What is needed >> For this exercise, copy out each line of the material below that includes "Piscina".

═══

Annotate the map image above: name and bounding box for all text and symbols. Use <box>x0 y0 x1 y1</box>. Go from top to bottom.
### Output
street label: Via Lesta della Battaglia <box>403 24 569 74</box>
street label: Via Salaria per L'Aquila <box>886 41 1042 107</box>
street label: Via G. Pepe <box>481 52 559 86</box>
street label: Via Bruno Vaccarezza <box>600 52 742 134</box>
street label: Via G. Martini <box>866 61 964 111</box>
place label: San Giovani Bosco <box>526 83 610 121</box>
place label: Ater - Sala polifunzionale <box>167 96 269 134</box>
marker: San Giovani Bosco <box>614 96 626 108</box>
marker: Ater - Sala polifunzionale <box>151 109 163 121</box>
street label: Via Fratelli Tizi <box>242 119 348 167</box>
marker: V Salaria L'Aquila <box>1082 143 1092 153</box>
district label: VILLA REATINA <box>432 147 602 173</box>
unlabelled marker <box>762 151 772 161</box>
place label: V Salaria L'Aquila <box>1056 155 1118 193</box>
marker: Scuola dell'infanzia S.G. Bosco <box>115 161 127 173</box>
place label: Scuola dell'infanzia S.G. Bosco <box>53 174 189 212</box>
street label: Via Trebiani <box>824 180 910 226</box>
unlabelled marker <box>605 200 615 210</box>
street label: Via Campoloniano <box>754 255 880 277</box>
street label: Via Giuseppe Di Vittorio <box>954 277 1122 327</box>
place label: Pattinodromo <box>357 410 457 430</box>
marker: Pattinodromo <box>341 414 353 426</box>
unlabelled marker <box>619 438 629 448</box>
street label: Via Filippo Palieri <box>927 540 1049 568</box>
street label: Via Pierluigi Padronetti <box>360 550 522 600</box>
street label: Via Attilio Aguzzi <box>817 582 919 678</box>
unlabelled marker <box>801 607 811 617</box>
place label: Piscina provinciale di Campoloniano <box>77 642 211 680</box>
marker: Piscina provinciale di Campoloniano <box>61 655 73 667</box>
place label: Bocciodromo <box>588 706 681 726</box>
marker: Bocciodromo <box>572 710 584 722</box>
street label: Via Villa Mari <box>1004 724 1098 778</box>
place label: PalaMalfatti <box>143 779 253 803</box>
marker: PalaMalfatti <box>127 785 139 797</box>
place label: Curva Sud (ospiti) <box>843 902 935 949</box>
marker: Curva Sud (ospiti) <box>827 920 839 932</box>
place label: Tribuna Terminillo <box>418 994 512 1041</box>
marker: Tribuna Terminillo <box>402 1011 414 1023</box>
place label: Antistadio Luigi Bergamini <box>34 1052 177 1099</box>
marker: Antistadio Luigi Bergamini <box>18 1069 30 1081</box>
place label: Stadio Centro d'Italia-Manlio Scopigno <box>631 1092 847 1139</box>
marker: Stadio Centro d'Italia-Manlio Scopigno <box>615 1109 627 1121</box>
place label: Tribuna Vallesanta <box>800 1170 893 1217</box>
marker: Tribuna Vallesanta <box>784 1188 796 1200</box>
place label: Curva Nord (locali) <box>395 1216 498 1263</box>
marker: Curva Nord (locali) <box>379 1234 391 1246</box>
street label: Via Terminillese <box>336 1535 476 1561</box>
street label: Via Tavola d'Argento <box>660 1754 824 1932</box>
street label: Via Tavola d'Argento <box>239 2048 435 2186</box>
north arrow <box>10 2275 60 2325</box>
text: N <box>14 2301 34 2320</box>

═══

Answer to this exercise >>
place label: Piscina provinciale di Campoloniano <box>77 642 211 680</box>
marker: Piscina provinciale di Campoloniano <box>61 655 73 667</box>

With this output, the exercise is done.